■ **The task**
Search the data for the word "document" and copy each line that has it.

---------- Data excerpts

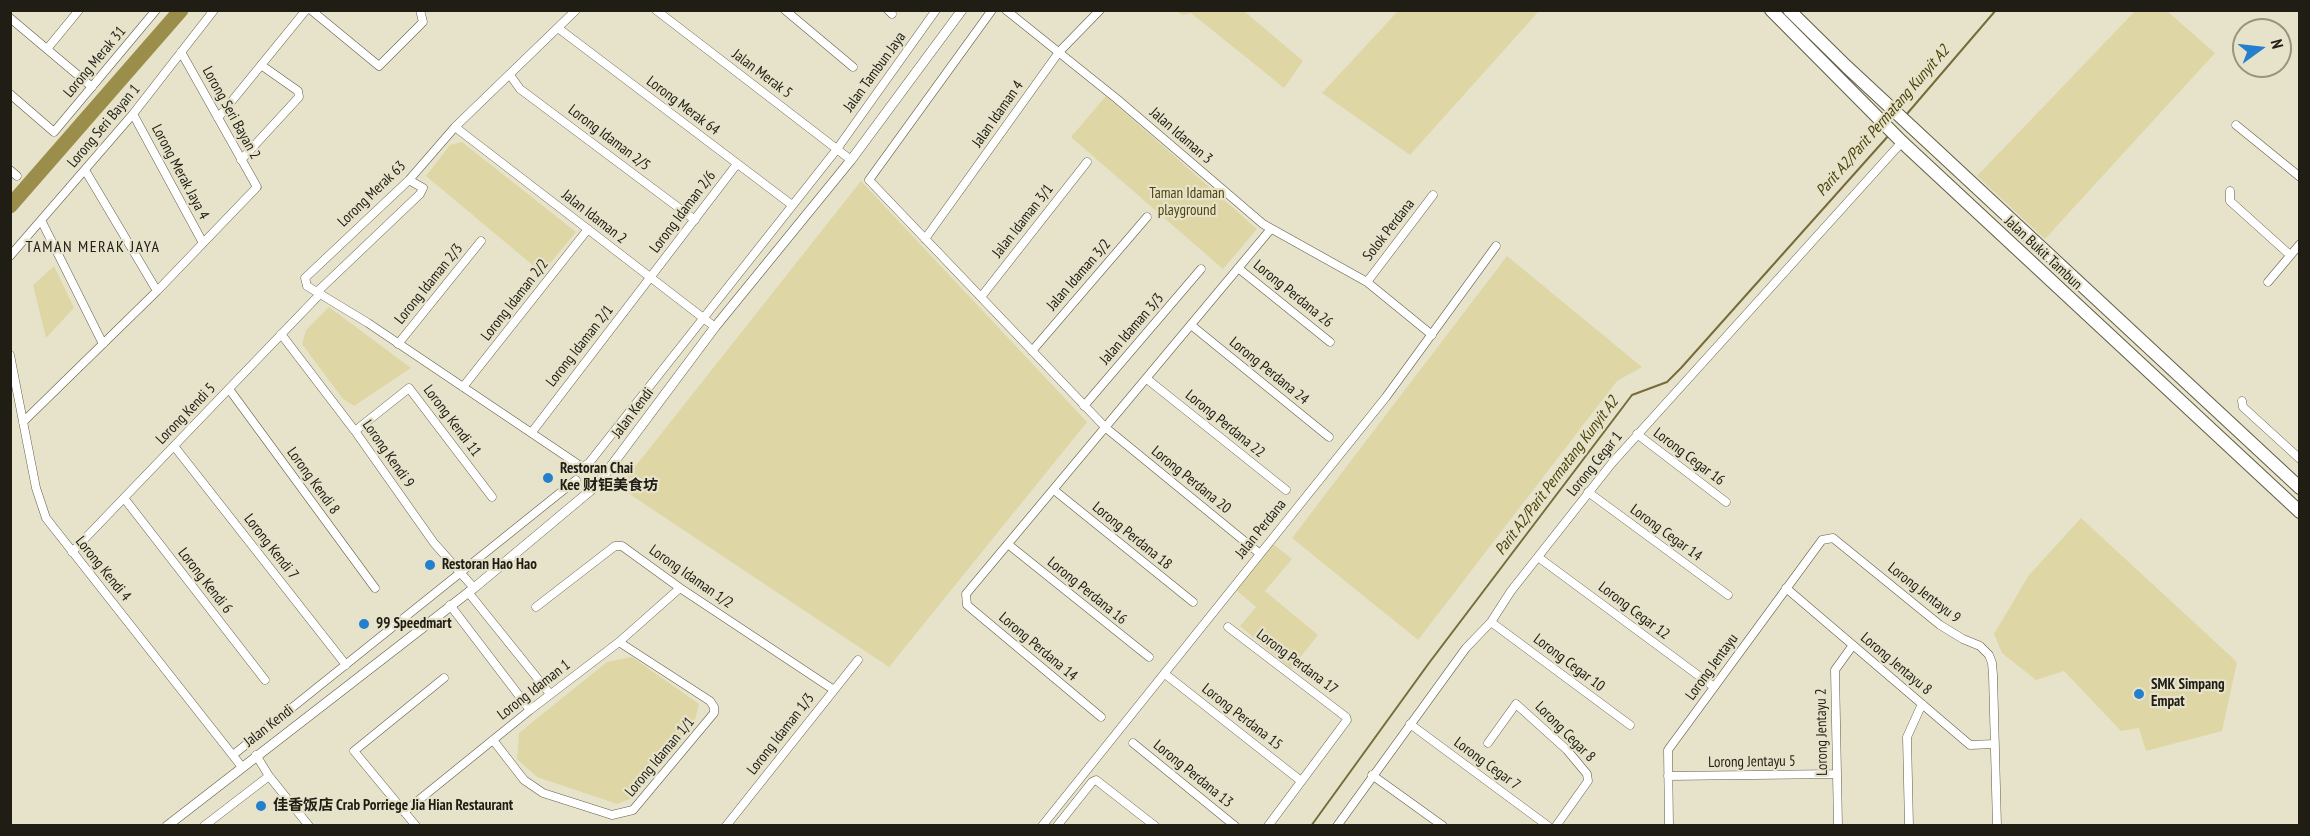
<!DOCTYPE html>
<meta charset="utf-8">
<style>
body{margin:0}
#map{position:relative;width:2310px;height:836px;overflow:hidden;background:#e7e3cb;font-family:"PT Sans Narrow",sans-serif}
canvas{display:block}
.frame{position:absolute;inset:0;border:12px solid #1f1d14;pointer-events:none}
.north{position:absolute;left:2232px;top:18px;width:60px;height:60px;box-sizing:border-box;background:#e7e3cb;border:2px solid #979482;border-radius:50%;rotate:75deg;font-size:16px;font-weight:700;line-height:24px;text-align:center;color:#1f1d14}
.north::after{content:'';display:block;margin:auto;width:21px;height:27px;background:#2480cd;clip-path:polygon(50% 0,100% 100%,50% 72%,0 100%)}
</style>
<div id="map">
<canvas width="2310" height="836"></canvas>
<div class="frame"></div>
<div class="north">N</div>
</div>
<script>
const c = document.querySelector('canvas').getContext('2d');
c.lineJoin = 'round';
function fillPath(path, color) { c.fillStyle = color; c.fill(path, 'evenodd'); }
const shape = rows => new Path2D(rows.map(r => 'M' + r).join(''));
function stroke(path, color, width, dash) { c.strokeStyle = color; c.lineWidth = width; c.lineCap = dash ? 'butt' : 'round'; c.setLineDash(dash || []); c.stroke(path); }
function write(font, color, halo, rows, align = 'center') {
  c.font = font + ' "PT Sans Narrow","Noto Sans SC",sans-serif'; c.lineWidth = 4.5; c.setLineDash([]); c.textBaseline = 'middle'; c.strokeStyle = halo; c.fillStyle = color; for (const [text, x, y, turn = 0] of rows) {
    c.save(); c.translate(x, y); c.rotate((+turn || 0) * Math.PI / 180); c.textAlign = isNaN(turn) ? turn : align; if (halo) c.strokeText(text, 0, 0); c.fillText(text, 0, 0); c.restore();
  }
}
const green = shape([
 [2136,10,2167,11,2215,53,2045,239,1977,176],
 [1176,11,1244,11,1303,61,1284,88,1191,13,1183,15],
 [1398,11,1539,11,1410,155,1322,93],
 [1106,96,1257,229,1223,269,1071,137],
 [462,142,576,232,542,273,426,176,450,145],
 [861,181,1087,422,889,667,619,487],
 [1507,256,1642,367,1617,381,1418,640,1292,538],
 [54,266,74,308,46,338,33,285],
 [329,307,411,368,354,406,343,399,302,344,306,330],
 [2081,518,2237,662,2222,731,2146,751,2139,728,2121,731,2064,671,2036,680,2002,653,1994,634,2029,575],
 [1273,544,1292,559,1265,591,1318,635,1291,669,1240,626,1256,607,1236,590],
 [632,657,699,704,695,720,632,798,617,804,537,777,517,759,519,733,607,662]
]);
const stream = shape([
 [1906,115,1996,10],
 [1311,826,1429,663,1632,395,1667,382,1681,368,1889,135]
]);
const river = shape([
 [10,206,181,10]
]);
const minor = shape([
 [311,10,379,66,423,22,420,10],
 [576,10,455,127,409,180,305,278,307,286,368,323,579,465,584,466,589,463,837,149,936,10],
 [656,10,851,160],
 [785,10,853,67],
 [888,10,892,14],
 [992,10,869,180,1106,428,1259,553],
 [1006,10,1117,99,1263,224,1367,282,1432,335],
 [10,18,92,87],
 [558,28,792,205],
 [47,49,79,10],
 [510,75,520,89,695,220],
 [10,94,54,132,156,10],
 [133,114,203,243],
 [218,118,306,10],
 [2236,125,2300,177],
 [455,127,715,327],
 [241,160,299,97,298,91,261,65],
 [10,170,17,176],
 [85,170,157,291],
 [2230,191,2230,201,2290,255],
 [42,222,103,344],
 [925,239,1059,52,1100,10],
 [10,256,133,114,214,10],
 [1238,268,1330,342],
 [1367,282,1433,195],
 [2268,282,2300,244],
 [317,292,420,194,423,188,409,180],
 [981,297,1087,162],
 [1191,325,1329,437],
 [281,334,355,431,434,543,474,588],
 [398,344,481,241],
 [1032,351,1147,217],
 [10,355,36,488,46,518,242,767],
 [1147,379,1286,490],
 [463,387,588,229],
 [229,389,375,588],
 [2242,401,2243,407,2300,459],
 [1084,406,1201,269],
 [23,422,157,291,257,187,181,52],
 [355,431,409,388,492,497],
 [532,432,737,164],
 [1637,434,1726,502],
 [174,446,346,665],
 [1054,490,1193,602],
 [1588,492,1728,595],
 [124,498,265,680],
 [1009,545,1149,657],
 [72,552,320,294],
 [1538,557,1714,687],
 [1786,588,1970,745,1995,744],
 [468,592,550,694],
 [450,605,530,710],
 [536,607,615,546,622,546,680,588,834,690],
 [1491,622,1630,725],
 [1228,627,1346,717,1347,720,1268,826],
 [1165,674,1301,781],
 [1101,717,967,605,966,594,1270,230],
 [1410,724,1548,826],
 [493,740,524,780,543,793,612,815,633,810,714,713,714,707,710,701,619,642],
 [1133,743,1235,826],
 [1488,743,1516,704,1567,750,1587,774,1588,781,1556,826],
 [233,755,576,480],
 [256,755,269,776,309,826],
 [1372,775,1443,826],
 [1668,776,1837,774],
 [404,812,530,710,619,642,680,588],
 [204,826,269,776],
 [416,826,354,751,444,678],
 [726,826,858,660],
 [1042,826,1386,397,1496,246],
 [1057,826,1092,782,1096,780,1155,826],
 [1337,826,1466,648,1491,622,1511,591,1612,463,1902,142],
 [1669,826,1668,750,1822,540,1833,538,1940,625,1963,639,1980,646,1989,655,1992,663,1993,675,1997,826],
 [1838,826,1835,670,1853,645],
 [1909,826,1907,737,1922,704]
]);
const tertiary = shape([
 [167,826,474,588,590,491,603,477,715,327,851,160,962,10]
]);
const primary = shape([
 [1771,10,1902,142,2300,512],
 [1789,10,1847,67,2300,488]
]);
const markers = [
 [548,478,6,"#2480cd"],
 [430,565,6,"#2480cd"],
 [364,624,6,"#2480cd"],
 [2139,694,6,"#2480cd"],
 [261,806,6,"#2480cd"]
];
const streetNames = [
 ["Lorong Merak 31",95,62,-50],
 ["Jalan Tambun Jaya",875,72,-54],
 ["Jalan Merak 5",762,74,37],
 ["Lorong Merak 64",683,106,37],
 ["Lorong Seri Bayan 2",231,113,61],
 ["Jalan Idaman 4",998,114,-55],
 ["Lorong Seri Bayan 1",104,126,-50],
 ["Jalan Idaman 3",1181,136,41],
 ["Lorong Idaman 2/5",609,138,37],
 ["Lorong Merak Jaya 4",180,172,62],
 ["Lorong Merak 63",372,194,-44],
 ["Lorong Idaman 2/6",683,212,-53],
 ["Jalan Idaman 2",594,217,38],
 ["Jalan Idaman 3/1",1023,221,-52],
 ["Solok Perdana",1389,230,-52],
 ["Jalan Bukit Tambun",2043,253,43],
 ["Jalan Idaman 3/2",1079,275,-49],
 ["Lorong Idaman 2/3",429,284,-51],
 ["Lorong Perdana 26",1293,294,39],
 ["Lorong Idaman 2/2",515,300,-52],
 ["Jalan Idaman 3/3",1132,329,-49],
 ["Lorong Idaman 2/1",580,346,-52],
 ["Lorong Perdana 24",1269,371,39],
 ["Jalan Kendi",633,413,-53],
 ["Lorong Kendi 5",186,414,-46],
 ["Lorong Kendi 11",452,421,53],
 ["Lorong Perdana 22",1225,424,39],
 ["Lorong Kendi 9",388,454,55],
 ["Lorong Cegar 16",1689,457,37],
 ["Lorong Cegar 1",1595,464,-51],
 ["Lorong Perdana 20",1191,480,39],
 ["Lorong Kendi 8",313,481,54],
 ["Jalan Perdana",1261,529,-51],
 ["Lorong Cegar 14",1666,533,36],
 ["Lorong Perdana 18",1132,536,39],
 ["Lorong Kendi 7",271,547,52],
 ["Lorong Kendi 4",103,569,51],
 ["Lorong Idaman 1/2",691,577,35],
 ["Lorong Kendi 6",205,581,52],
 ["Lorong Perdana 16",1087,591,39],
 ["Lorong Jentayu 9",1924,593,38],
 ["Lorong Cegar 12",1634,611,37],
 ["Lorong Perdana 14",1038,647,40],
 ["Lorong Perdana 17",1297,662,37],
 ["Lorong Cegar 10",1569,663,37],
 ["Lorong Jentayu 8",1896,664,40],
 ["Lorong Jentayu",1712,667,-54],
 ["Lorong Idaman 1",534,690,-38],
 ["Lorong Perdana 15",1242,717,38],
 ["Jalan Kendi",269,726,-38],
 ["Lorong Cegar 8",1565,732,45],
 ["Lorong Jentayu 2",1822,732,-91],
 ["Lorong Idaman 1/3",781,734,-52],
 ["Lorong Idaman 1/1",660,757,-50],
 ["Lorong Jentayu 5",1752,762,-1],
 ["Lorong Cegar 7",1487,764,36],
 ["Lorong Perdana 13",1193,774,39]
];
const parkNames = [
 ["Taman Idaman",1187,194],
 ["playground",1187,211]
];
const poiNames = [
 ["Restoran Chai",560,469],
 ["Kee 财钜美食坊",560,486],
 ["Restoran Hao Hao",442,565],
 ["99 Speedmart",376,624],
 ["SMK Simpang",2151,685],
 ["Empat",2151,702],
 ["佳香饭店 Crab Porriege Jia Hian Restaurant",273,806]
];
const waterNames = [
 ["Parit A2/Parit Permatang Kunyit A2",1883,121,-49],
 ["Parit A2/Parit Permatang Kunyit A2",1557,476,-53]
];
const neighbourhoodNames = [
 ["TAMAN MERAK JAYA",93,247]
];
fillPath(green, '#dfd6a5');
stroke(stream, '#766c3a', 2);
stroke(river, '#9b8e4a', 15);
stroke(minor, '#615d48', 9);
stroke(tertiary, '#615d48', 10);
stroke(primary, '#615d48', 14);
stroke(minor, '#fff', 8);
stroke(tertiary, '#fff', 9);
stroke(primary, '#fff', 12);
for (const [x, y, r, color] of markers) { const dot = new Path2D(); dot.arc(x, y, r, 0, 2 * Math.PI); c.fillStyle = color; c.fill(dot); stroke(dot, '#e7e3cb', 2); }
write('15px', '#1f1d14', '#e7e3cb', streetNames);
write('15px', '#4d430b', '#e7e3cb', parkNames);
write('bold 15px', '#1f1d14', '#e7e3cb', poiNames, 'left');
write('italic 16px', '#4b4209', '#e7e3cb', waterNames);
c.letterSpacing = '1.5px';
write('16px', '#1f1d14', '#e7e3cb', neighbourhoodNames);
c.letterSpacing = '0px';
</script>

--------------------
---------- Data excerpts

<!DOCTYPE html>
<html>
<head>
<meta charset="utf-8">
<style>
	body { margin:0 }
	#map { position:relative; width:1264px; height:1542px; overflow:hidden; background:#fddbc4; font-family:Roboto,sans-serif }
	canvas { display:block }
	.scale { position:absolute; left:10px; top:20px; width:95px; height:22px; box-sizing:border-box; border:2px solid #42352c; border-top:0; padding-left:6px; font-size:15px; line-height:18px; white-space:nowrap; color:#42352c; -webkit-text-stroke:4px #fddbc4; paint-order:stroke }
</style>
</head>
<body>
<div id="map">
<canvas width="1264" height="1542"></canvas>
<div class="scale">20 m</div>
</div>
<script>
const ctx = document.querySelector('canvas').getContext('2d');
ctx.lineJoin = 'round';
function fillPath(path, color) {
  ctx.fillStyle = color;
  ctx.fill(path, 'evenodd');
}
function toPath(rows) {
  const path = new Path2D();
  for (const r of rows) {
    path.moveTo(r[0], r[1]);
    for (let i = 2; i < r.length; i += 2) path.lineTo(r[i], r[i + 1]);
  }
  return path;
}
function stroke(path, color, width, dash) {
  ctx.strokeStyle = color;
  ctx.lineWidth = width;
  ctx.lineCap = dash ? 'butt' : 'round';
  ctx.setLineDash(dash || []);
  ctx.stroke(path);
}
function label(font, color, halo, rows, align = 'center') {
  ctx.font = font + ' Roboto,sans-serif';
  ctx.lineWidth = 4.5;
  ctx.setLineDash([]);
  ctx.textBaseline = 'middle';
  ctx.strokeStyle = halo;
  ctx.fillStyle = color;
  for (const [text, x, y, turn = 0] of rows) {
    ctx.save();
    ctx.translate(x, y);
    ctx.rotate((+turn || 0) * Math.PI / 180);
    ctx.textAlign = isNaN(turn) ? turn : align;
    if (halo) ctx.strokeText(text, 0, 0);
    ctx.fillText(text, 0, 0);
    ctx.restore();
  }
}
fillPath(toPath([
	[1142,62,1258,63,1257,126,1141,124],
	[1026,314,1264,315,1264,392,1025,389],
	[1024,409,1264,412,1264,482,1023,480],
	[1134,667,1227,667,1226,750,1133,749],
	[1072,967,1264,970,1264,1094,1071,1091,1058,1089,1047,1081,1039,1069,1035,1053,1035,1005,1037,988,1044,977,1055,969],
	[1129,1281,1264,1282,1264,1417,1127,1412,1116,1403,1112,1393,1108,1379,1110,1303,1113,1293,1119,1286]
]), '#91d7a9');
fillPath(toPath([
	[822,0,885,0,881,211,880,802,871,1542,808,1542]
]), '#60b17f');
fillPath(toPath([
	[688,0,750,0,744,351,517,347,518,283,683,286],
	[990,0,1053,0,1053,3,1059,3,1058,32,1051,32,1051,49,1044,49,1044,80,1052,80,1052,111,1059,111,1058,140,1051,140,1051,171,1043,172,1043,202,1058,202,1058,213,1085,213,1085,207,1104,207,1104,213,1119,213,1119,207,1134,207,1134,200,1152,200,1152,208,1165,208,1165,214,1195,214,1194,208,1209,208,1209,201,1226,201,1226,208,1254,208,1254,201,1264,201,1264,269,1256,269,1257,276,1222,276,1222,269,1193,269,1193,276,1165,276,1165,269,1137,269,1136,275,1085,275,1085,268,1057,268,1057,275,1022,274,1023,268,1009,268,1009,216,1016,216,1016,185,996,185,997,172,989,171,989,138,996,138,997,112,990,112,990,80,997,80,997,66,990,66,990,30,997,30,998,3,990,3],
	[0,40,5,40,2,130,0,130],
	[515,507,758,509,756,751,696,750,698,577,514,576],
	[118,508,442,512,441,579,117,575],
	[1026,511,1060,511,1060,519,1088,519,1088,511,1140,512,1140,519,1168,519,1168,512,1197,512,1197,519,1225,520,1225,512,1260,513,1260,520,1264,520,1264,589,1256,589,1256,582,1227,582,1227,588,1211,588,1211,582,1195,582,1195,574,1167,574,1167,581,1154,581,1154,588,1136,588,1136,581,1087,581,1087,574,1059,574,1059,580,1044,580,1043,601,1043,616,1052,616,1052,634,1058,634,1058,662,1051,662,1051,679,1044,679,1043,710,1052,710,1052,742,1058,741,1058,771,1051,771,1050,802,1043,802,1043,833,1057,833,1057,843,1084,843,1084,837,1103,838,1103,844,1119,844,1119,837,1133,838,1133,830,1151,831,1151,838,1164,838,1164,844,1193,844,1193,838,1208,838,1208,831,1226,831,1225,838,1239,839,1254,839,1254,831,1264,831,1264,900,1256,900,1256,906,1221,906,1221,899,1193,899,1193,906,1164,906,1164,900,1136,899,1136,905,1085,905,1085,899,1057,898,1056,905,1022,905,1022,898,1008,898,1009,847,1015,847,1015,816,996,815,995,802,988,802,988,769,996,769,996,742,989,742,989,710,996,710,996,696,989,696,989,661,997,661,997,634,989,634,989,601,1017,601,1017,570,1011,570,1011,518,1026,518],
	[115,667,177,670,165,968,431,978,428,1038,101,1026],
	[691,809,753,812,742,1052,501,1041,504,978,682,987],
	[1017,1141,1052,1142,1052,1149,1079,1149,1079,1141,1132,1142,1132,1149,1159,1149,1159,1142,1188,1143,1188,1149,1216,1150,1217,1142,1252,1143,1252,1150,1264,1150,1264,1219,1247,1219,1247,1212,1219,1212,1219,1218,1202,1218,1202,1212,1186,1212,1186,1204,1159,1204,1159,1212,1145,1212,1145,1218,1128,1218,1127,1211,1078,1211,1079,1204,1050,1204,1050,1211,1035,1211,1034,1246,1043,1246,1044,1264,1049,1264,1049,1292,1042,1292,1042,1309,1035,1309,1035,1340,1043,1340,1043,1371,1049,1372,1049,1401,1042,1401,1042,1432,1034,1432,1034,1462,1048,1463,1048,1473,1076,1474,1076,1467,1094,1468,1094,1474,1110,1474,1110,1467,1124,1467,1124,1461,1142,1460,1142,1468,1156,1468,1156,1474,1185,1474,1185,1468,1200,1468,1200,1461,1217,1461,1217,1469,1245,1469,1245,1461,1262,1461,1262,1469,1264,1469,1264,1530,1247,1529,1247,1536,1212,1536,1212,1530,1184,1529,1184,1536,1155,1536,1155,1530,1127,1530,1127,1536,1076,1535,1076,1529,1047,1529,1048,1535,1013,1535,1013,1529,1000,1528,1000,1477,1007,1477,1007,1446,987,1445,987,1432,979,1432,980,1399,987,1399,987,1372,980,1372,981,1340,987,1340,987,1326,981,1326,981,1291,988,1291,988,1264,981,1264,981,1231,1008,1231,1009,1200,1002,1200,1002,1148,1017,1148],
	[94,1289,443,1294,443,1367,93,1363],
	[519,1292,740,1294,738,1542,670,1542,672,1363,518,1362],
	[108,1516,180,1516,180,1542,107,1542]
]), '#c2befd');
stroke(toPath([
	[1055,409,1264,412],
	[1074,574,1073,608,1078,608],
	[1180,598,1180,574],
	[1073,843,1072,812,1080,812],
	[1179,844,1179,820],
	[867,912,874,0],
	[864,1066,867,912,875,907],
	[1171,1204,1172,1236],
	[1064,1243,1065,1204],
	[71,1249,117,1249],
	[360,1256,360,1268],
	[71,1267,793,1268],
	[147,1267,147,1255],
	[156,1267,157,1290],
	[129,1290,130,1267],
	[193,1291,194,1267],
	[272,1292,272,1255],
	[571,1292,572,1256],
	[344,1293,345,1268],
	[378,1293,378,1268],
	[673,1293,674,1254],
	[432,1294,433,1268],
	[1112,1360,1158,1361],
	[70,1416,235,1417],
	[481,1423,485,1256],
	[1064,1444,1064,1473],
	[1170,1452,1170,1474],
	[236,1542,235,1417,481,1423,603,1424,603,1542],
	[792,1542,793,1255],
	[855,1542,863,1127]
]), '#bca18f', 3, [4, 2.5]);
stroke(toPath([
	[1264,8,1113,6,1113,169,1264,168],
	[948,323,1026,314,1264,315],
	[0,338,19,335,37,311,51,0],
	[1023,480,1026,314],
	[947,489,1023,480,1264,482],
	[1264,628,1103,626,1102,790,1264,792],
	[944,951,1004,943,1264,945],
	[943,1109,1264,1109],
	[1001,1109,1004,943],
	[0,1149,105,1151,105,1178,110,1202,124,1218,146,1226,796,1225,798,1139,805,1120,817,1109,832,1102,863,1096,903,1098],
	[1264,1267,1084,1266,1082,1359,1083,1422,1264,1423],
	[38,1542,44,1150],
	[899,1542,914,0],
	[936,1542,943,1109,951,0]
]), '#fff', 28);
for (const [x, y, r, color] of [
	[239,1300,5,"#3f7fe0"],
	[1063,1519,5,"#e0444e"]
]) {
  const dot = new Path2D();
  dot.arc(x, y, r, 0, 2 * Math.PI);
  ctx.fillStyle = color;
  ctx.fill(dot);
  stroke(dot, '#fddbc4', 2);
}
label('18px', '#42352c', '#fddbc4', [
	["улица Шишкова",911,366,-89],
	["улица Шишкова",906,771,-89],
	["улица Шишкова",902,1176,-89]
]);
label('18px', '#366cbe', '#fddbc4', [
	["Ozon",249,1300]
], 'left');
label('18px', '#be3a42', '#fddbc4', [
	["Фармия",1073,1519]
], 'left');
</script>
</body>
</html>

--------------------

■ **Response to this exercise**
const c = document.querySelector('canvas').getContext('2d');
const ctx = document.querySelector('canvas').getContext('2d');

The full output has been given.